Gone is the all-conquering, unbeaten duo of Hamish Bond and Eric Murray - Bond to cycling, Murray to retirement - and in comes Tom Murray - no relation - and Jamie Hunter.
They will try and continue New Zealand’s absolute domination of the event - six world championship and two Olympic golds from 2009 to 2016 - when the week-long regatta begins in Bradenton, Florida.
Part of that endeavour will include trying to avoid comparisons with the most dominant rowing boat in the sport’s history.
‘‘Of course, we’re always going to compare ourselves because they’re the best of the best in our boat class previously,’’ Hunter said.
‘‘They’ve got the world records so we’re comparing ourselves to that benchmark every day [in training]. But apart from that, I don’t think it’s a good idea to compare ourselves too much in terms of the Rowing New Zealand legacy. ‘‘It’s a bit of dangerous territory.’’ ‘‘My approach has been be my own rower and not try and row somebody else’s stroke,’’ Murray added.
That worked well for the new duo in their first major international regatta together. At the final World Cup regatta of the season in Lucerne, Switzerland, in July, Murray and Hunter won gold, heading home the superstar Croatian duo of Martin and Valent Sinkovic, who have switched to the pair after winning Olympic gold in the double sculls last year.
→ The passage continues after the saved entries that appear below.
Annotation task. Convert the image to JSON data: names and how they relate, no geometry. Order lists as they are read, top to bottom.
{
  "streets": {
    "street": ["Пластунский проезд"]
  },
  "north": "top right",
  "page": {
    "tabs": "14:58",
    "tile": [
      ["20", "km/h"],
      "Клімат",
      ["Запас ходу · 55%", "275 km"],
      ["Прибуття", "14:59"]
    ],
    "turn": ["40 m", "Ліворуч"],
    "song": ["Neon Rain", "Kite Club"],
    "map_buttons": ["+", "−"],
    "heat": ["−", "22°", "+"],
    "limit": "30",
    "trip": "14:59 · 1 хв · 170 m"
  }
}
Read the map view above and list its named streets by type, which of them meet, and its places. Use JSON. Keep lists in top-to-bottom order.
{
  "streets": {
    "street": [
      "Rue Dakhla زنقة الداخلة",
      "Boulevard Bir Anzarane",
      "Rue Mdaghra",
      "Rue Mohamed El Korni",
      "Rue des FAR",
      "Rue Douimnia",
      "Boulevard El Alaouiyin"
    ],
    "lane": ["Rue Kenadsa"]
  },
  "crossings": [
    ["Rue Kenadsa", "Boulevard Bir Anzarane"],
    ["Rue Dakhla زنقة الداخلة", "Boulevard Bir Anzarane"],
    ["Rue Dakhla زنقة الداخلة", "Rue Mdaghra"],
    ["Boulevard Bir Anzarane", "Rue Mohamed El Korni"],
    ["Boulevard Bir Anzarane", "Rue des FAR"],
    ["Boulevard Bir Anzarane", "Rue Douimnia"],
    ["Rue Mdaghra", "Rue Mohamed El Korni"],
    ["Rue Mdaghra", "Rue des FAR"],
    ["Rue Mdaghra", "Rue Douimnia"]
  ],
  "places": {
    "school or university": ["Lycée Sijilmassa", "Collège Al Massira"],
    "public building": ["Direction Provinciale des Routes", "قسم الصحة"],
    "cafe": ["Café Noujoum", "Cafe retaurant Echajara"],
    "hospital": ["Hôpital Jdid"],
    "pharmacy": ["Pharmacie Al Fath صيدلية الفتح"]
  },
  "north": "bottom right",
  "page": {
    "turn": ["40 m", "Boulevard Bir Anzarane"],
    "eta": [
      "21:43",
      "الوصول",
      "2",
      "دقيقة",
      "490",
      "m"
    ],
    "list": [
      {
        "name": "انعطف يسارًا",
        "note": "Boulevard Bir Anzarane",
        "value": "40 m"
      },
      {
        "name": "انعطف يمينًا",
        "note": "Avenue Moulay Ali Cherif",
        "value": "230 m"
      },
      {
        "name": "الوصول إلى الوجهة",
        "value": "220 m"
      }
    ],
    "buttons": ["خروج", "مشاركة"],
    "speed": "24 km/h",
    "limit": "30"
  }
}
It was a highly-promising debut, after an injury kept Hunter out of the boat for New Zealand’s World Cup opener in Poland.
‘‘We didn’t really know where we were going to be in relation to the rest of the field, ‘‘Murray said.
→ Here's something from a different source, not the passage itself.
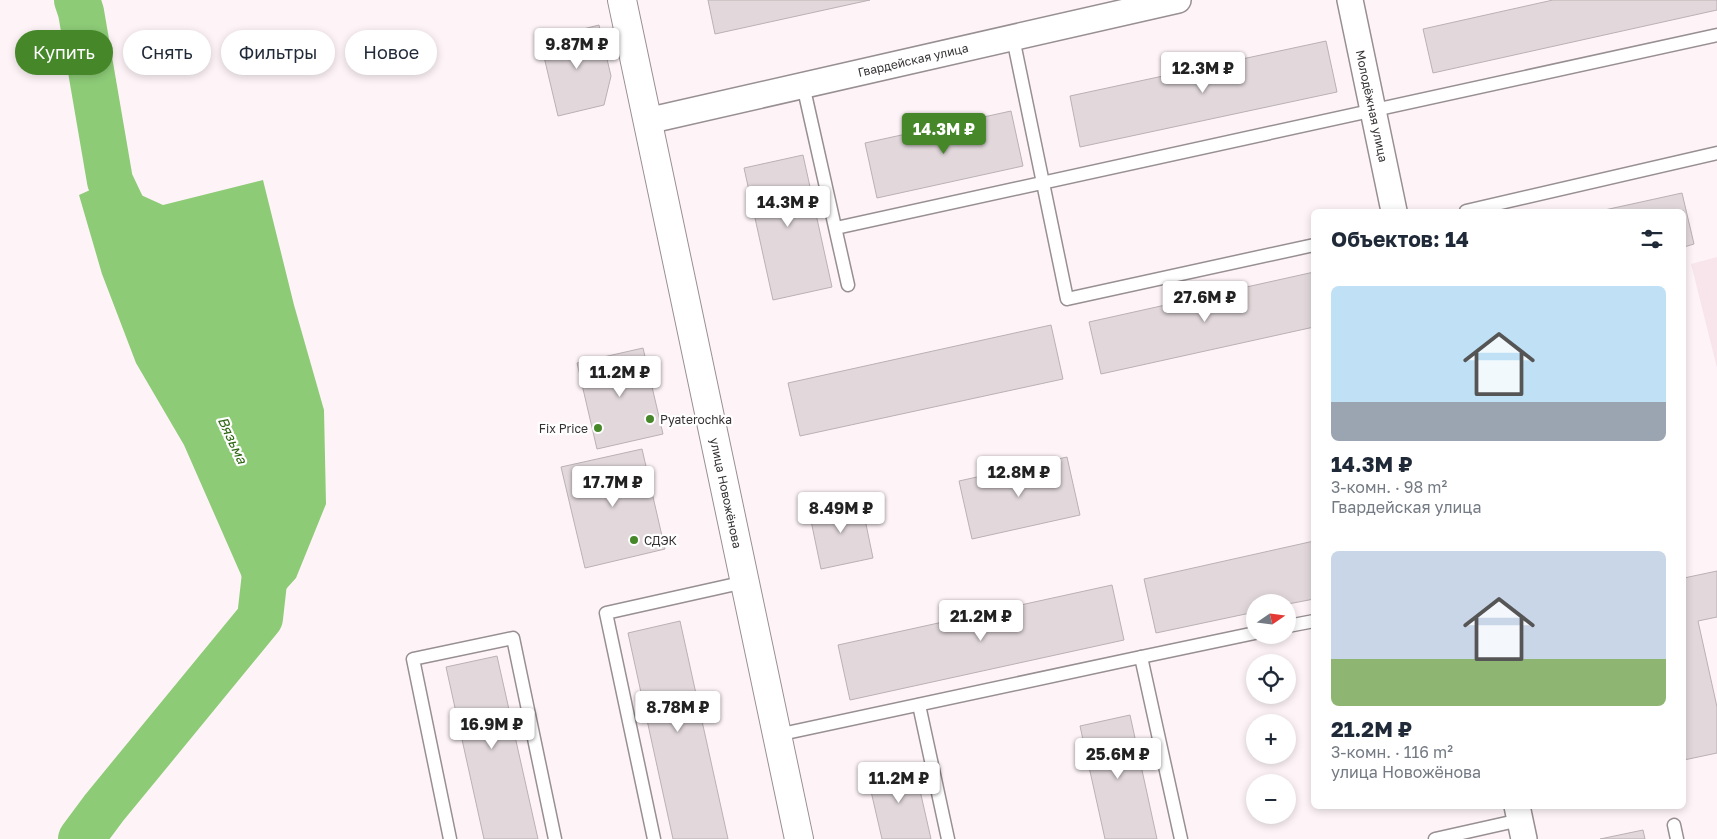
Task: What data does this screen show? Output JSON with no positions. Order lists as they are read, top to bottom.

‘‘So it was cool to get out there and have a really good performance.’’
Hunter was initially sidelined by tendonitis in his wrist that ‘‘seized up quite badly’’.
‘‘It got inflamed, so I had to have a few weeks off it and spent on the bike. It took a bit longer than we were expecting to come right so we went over there and trained separately from the team for about two weeks.
Murray said their form in the boat had fluctuated before Lucerne but timed their best performances right and Hunter felt it was a matter of getting to know each other since being named as the New Zealand representatives in the boat in late summer.
‘‘You can race together for a few weeks each year, but until you spend a good training block with each other you don’t really get to know each other,’’ said Hunter, who has switched from the lightweight four.
‘‘I think this far in, eight or nine months, we’re only starting to really understand what each other is doing, know each other’s rowing strokes. It’s only really getting to the point now where we can make some progress forward.’’ Murray said the duo are quite similar. ‘‘We both enjoy our spaces, as much as each other. We get along really well overseas together, when it can be easy to get on each other’s nerves when you’re living in each other’s pockets for up to three months.’’
‘‘It does help a lot,’’ Hunter noted.